▸ **TASK DIRECTIONS**: Only the words of the entries are wanted, repeated exactly and without images.
───── MATERIAL TO PROCESS
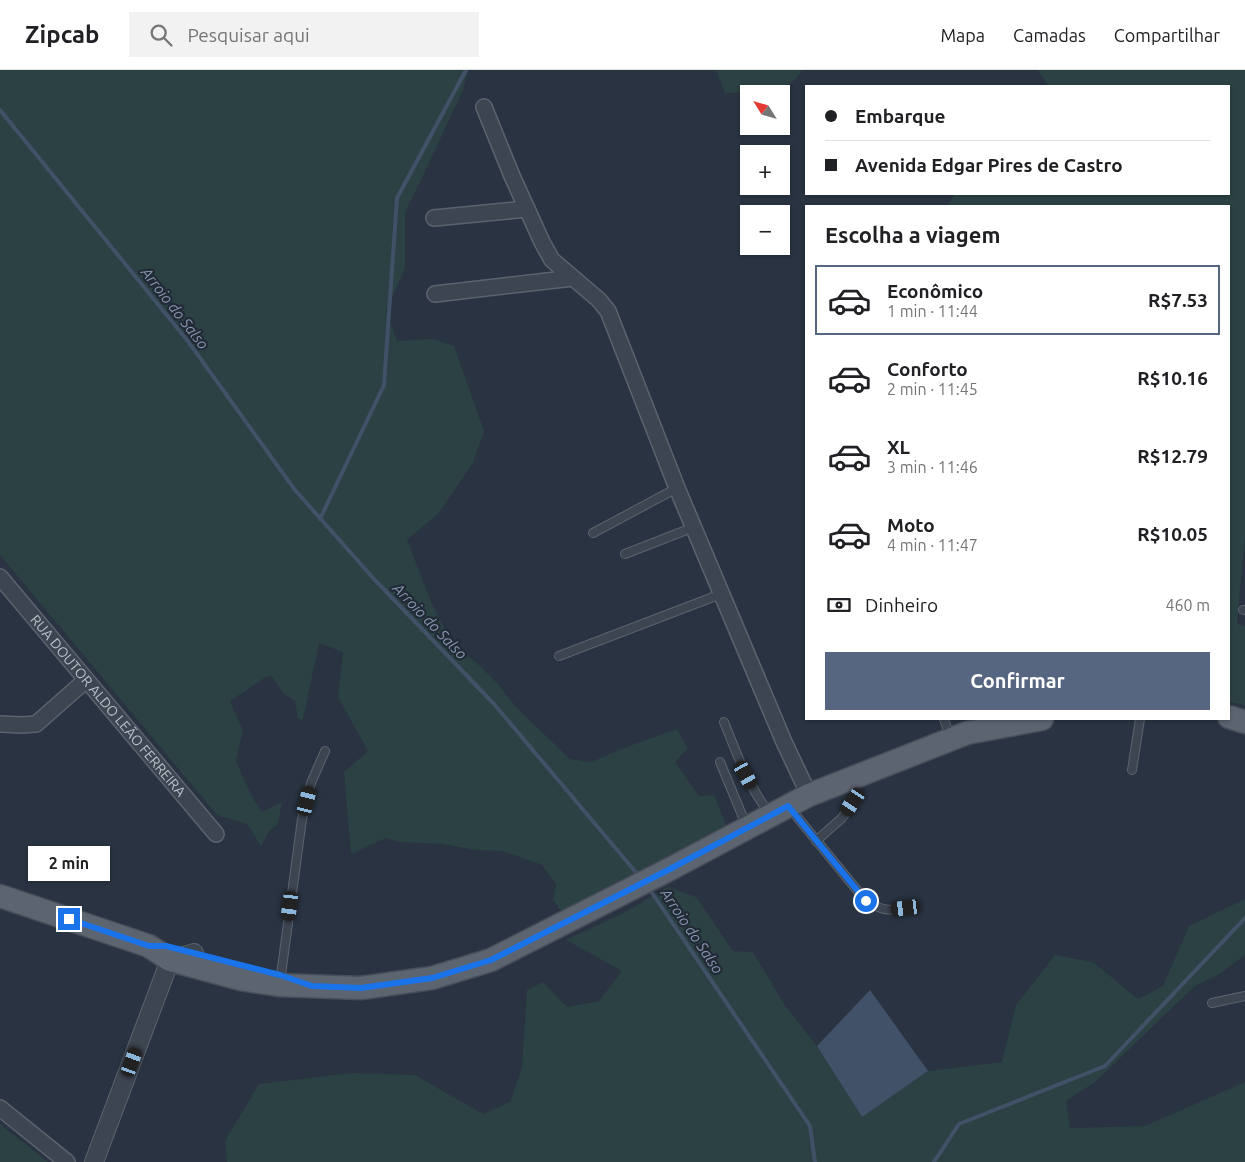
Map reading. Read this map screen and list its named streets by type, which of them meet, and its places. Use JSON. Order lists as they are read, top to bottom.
{
  "streets": {
    "street": ["RUA DOUTOR ALDO LEÃO FERREIRA"]
  },
  "water": ["Arroio do Salso"],
  "north": "top left",
  "page": {
    "header": "Zipcab",
    "search": "Pesquisar aqui",
    "nav": ["Mapa", "Camadas", "Compartilhar"],
    "map_buttons": ["+", "−"],
    "banner": ["Embarque", "Avenida Edgar Pires de Castro"],
    "heading": "Escolha a viagem",
    "list": [
      {
        "name": "Econômico",
        "note": "1 min · 11:44",
        "value": "R$7.53"
      },
      {
        "name": "Conforto",
        "note": "2 min · 11:45",
        "value": "R$10.16"
      },
      {
        "name": "XL",
        "note": "3 min · 11:46",
        "value": "R$12.79"
      },
      {
        "name": "Moto",
        "note": "4 min · 11:47",
        "value": "R$10.05"
      }
    ],
    "pay": ["Dinheiro", "460 m"],
    "buttons": "Confirmar",
    "bubble": "2 min"
  }
}
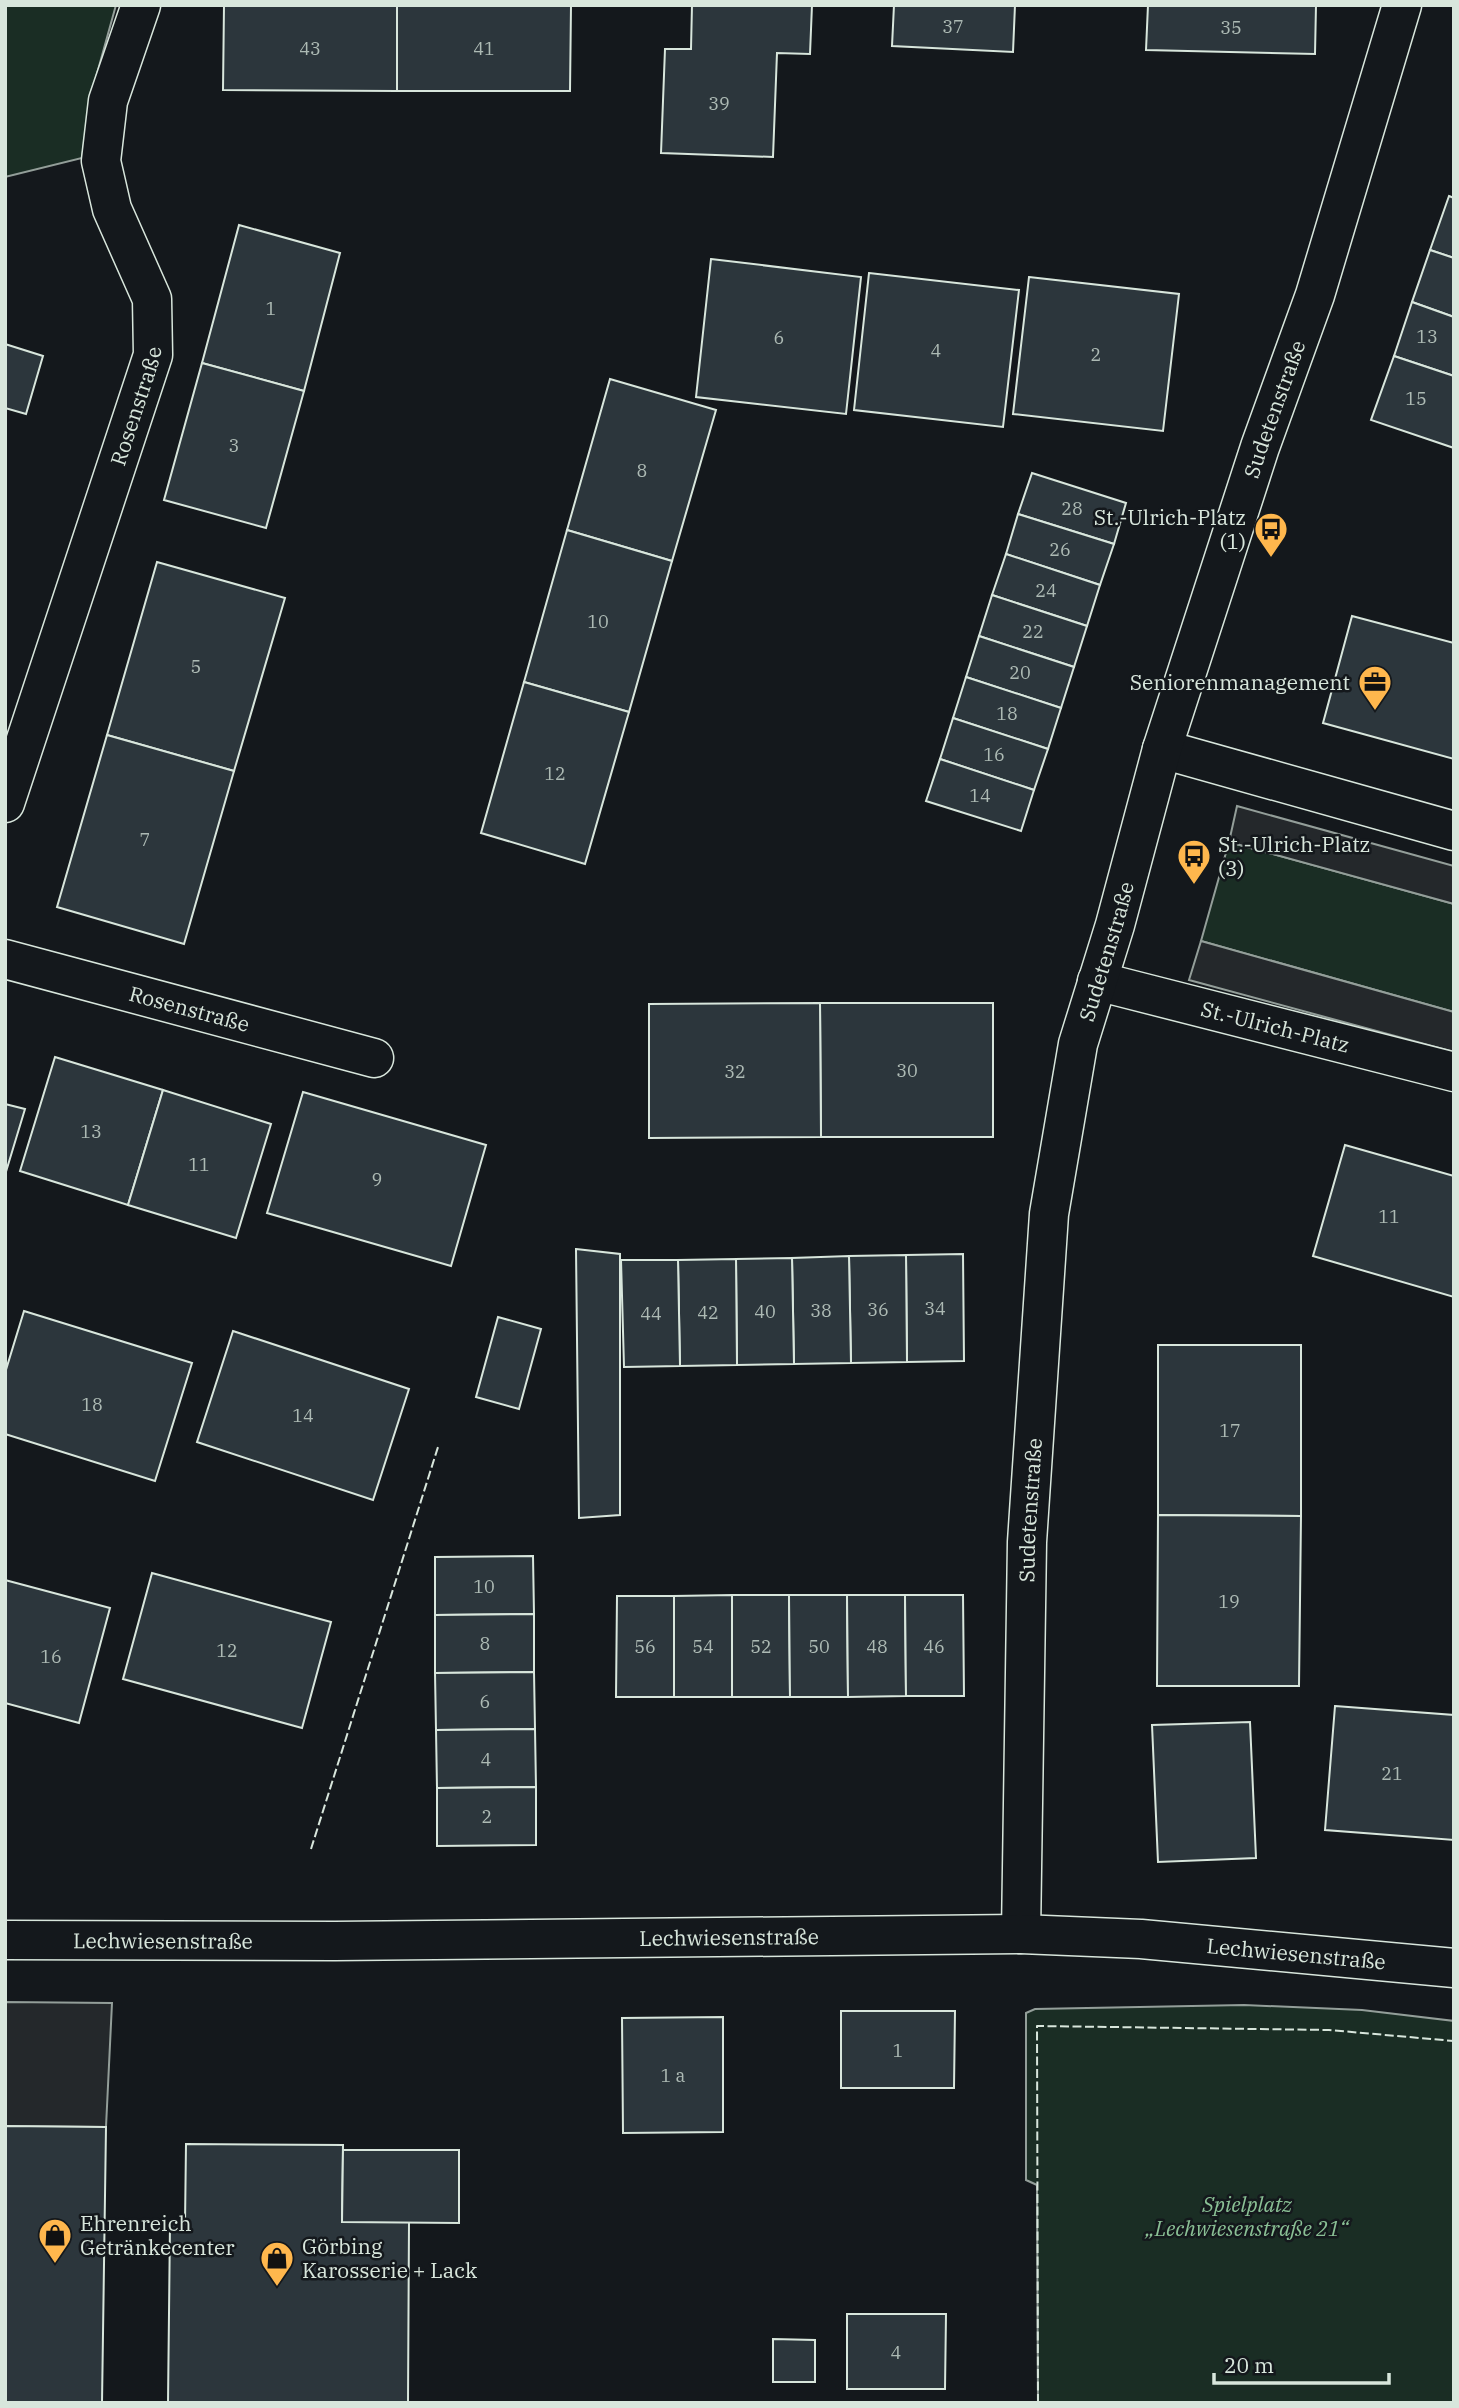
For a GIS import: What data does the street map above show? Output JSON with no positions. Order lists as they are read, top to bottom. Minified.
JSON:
{"streets":{"street":["Rosenstraße","Sudetenstraße","St.-Ulrich-Platz","Lechwiesenstraße"]},"crossings":[["Sudetenstraße","St.-Ulrich-Platz"],["Sudetenstraße","Lechwiesenstraße"]],"parks":["Spielplatz „Lechwiesenstraße 21“"],"places":{"bus stop":["St.-Ulrich-Platz (1)","St.-Ulrich-Platz (3)"],"office":["Seniorenmanagement"],"shop":["Ehrenreich Getränkecenter","Görbing Karosserie + Lack"]},"house_numbers":["37","35","43","41","39","1","13","6","4","2","15","3","8","28","26","24","10","22","5","20","18","16","12","14","7","30","32","13","11","9","11","34","36","38","40","42","44","18","14","17","10","19","8","56","54","52","50","48","46","12","16","6","4","21","2","1","1 a","4"],"scale_bar":"20 m"}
──────────
▸ **COMPLETED EXERCISE**:
Map reading. Read this map screen and list its named streets by type, which of them meet, and its places. Use JSON. Order lists as they are read, top to bottom.
{
  "streets": {
    "street": ["RUA DOUTOR ALDO LEÃO FERREIRA"]
  },
  "water": ["Arroio do Salso"],
  "north": "top left",
  "page": {
    "header": "Zipcab",
    "search": "Pesquisar aqui",
    "nav": ["Mapa", "Camadas", "Compartilhar"],
    "map_buttons": ["+", "−"],
    "banner": ["Embarque", "Avenida Edgar Pires de Castro"],
    "heading": "Escolha a viagem",
    "list": [
      {
        "name": "Econômico",
        "note": "1 min · 11:44",
        "value": "R$7.53"
      },
      {
        "name": "Conforto",
        "note": "2 min · 11:45",
        "value": "R$10.16"
      },
      {
        "name": "XL",
        "note": "3 min · 11:46",
        "value": "R$12.79"
      },
      {
        "name": "Moto",
        "note": "4 min · 11:47",
        "value": "R$10.05"
      }
    ],
    "pay": ["Dinheiro", "460 m"],
    "buttons": "Confirmar",
    "bubble": "2 min"
  }
}
For a GIS import: What data does the street map above show? Output JSON with no positions. Order lists as they are read, top to bottom. Minified.
JSON:
{"streets":{"street":["Rosenstraße","Sudetenstraße","St.-Ulrich-Platz","Lechwiesenstraße"]},"crossings":[["Sudetenstraße","St.-Ulrich-Platz"],["Sudetenstraße","Lechwiesenstraße"]],"parks":["Spielplatz „Lechwiesenstraße 21“"],"places":{"bus stop":["St.-Ulrich-Platz (1)","St.-Ulrich-Platz (3)"],"office":["Seniorenmanagement"],"shop":["Ehrenreich Getränkecenter","Görbing Karosserie + Lack"]},"house_numbers":["37","35","43","41","39","1","13","6","4","2","15","3","8","28","26","24","10","22","5","20","18","16","12","14","7","30","32","13","11","9","11","34","36","38","40","42","44","18","14","17","10","19","8","56","54","52","50","48","46","12","16","6","4","21","2","1","1 a","4"],"scale_bar":"20 m"}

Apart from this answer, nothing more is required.